The Mummy (1959 Britain)

hammer_classics_1This was the third time a visceral contest between Peter Cushing and Christopher Lee had been crafted for an ever increasing box office audience. And yes, there is much dignified violence and spectacle, but there is a melancholy undertow as well. Hammer’s Mummy is less a remake of Karloff’s 1932 version, more a re-imagining. And, like its Dracula and Frankenstein bedfellows, it’s a cracker. Do not let the PG rating put you off. Or the obvious studio backlot that has to convince you its a swamp. This was part of the low budget charm of Hammer. There is enough colour and elegance to The Mummy to off-set the weaknesses.

The story concerns an expedition, which, in 1895, breaks into the tomb of Queen Ananka despite the customary not-very veiled threats from the fanatical fez-wearing dude named Mehmet Bay, who’s always hanging around in the background in such films. Late in the film he and Peter Cushing share an outwardly urbane, but really daggers-drawn, stand-off which is beautifully played. Why the tomb has been hidden and inaccessible for so long is a bit of a mystery in itself – it looks like two kitchen unit doors held together with a piece of string.

Expedition leader Stephen Banning (Felix Aylmer) finds a scroll, and there’s a scream. He’s found, a gibbering wreck, and despite having spent years looking for the place, his son John (Cushing) decides to blow the place up. Mr Fez is perturbed by this (despite it technically being what he wanted them to do – ie bugger off and leave the tomb alone), swearing revenge: “Though it takes me years I shall re-enter the tomb and find the instrument of your revenge,” he froths, to no-one in particular. “This I swear.” This character is a bit of an anti-Arab stereotype that was typical in movies those days.

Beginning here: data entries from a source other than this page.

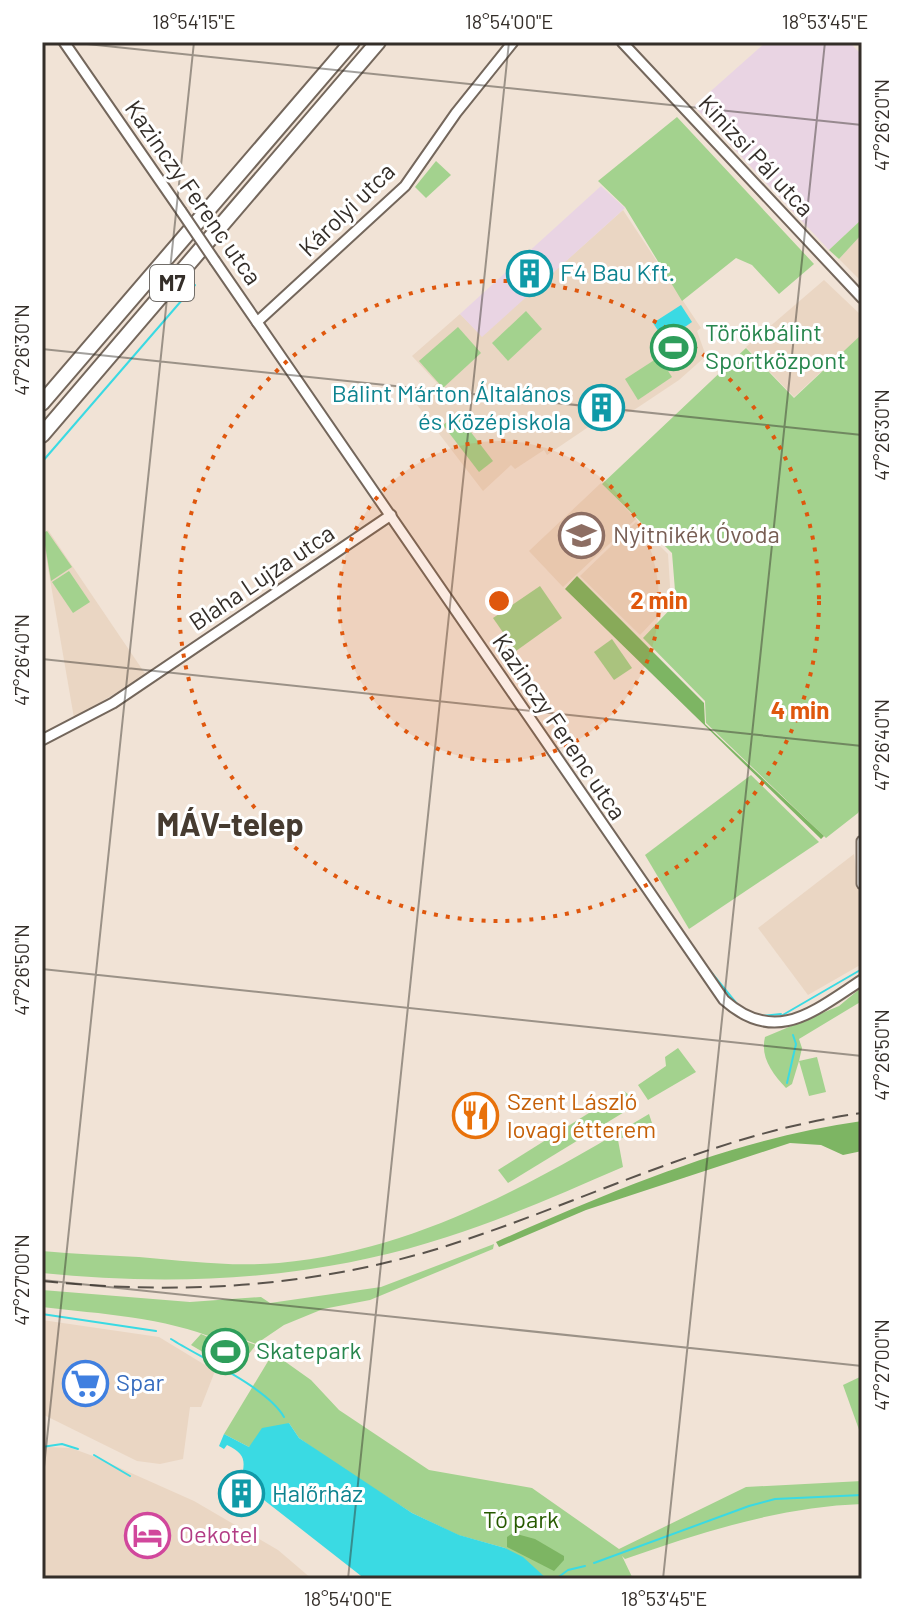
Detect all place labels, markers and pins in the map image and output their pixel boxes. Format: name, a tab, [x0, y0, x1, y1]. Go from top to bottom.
building icon: F4 Bau Kft.	[505, 249, 553, 297]
place label: F4 Bau Kft.	[560, 257, 675, 286]
place label: Törökbálint Sportközpont	[705, 317, 846, 374]
sports icon: Törökbálint Sportközpont	[650, 323, 698, 371]
place label: Bálint Márton Általános és Középiskola	[332, 378, 571, 435]
building icon: Bálint Márton Általános és Középiskola	[578, 384, 626, 432]
school or university icon: Nyitnikék Óvoda	[558, 511, 606, 559]
place label: Nyitnikék Óvoda	[613, 519, 780, 548]
centre of rings	[485, 587, 513, 615]
place label: Szent László lovagi étterem	[507, 1086, 656, 1143]
restaurant icon: Szent László lovagi étterem	[452, 1092, 500, 1140]
sports icon: Skatepark	[201, 1327, 249, 1375]
place label: Skatepark	[256, 1335, 361, 1364]
supermarket icon: Spar	[61, 1359, 109, 1407]
place label: Spar	[116, 1367, 165, 1396]
building icon: Halőrház	[217, 1470, 265, 1518]
place label: Halőrház	[272, 1478, 363, 1507]
hotel icon: Oekotel	[124, 1511, 172, 1559]
place label: Oekotel	[179, 1519, 258, 1548]

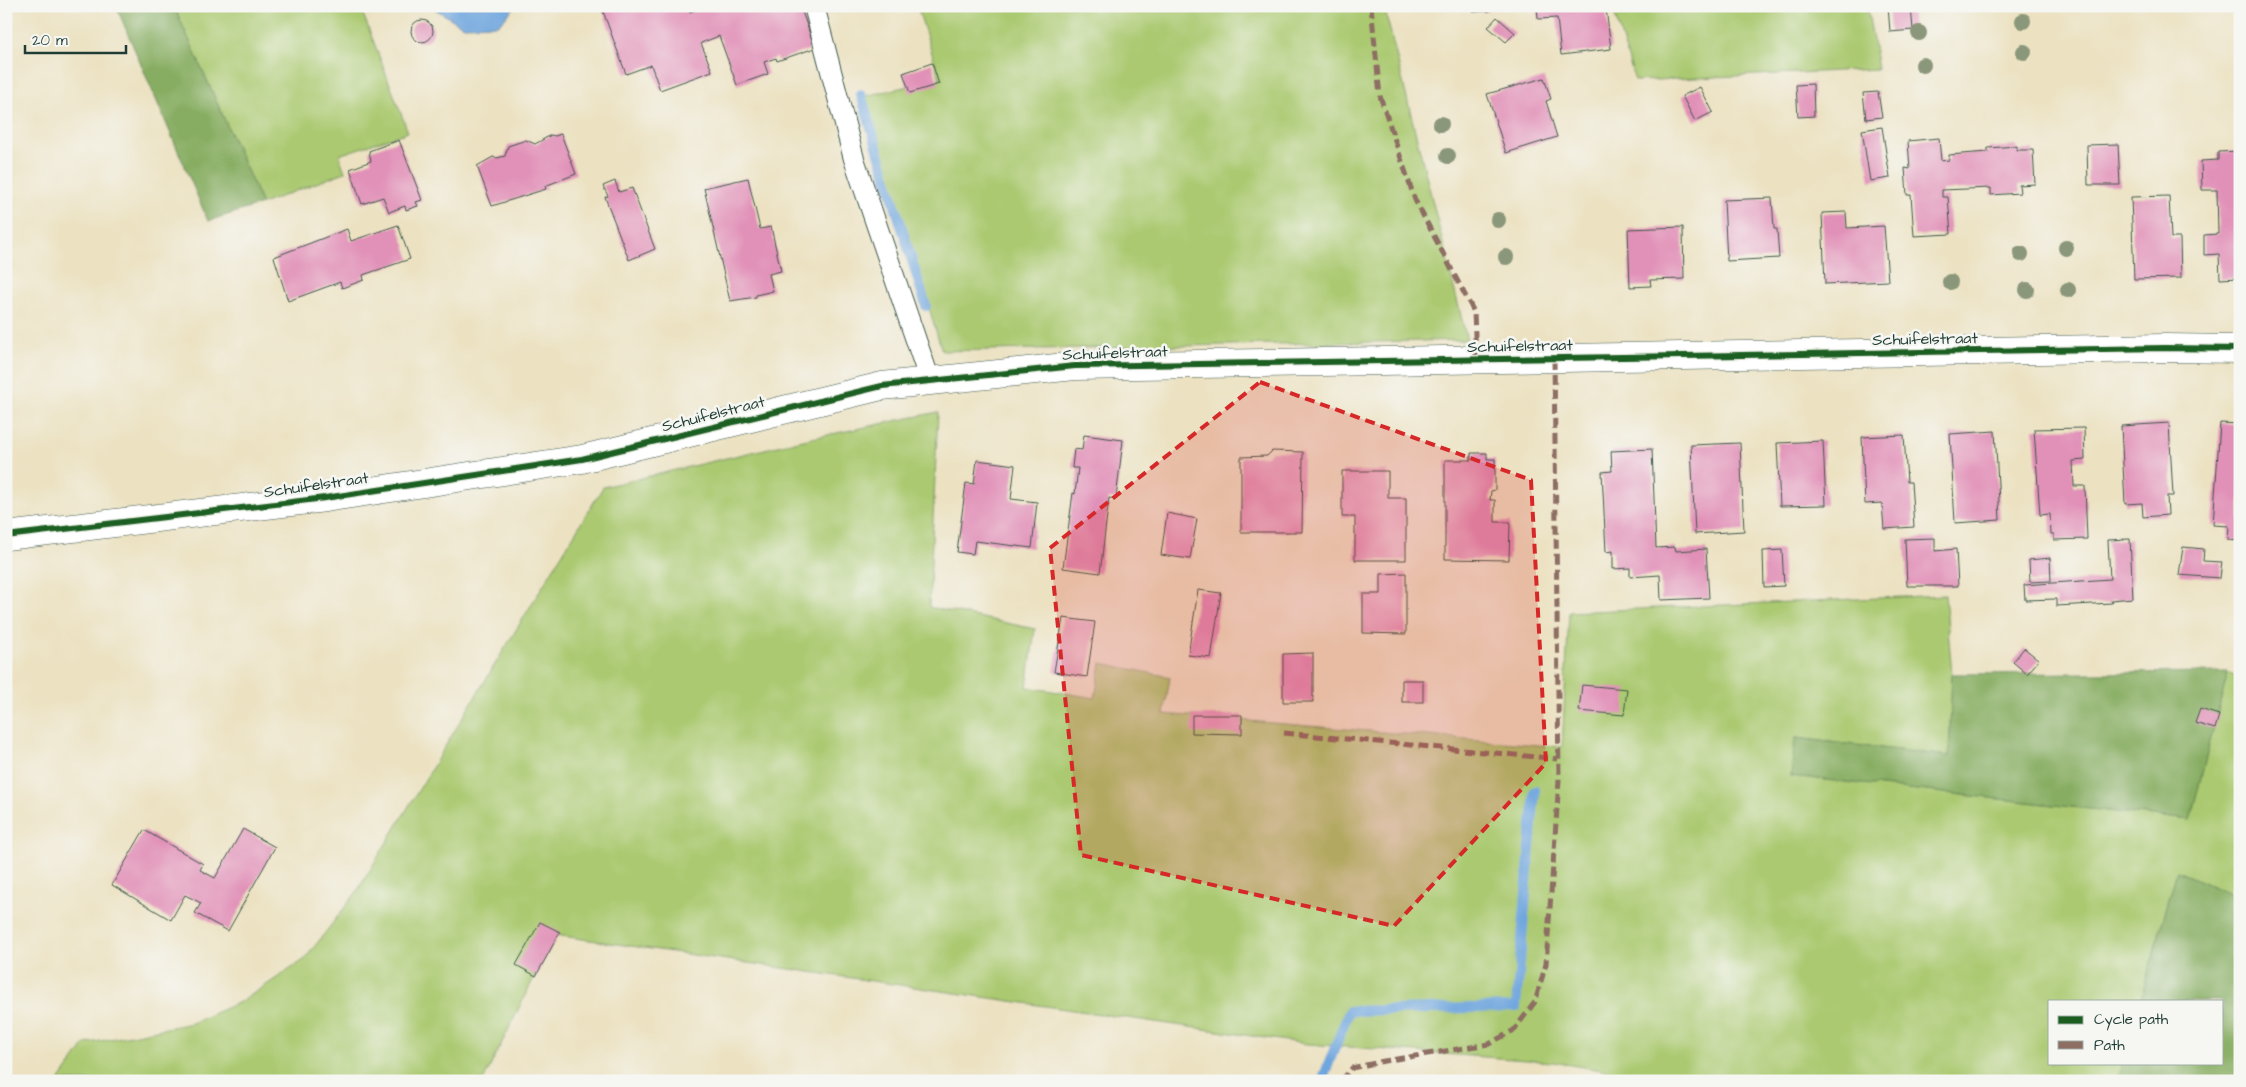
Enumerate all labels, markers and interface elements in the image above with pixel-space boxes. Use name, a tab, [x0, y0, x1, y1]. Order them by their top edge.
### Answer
scale bar	[25, 22, 126, 54]
text: 20 m	[32, 30, 68, 51]
street label: Schuifelstraat	[1872, 327, 1979, 351]
street label: Schuifelstraat	[1467, 334, 1574, 358]
street label: Schuifelstraat	[1062, 340, 1169, 366]
street label: Schuifelstraat	[659, 390, 768, 437]
street label: Schuifelstraat	[262, 467, 370, 503]
legend	[2048, 1000, 2224, 1064]
text: Cycle path	[2094, 1009, 2169, 1031]
text: Path	[2094, 1035, 2125, 1056]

the-mummyWe fast forward to 1897, and at the nut-house which has been his home since returning from Egypt, Stephen suddenly becomes lucid again. “I wanted to tell you about the mummy…” he explains, not doing his chances of an early release many favours. “It hates us John! It will kill us! All of us!” The asylum staff obviously believe he has gone full retard though. As for the mummy itself, meanwhile, he has been brought to England and ends up being dumped in a swamp (from which it rises quite magnificently), and is soon being sent off to do Fez-man’s dirty work. And no policeman, male nurse or Irish removal men are going to stop him. As for the film overall, The Mummy is high quality for many, many reasons.

It looks stunning, particularly when we are treated to a scene in Egyptian times complete with a scholarly explanation of mummification. And I could go on about how great Cushing is. He is very gentle and world-weary here, awaiting the mummy’s arrival with such sang froid it could be mistaken for a death wish. Especially when he arms himself with a rifle that he knows will be useless. But the real star of the show is Christopher Lee as the mummy itself. Although he hardly speaks, he manages to convey the horror of having your tongue ripped out, the terror of being buried alive and the anger of having your woman’s tomb desecrated just by using his eyes. And whenever the mummy strikes, he’s absolutely terrifying.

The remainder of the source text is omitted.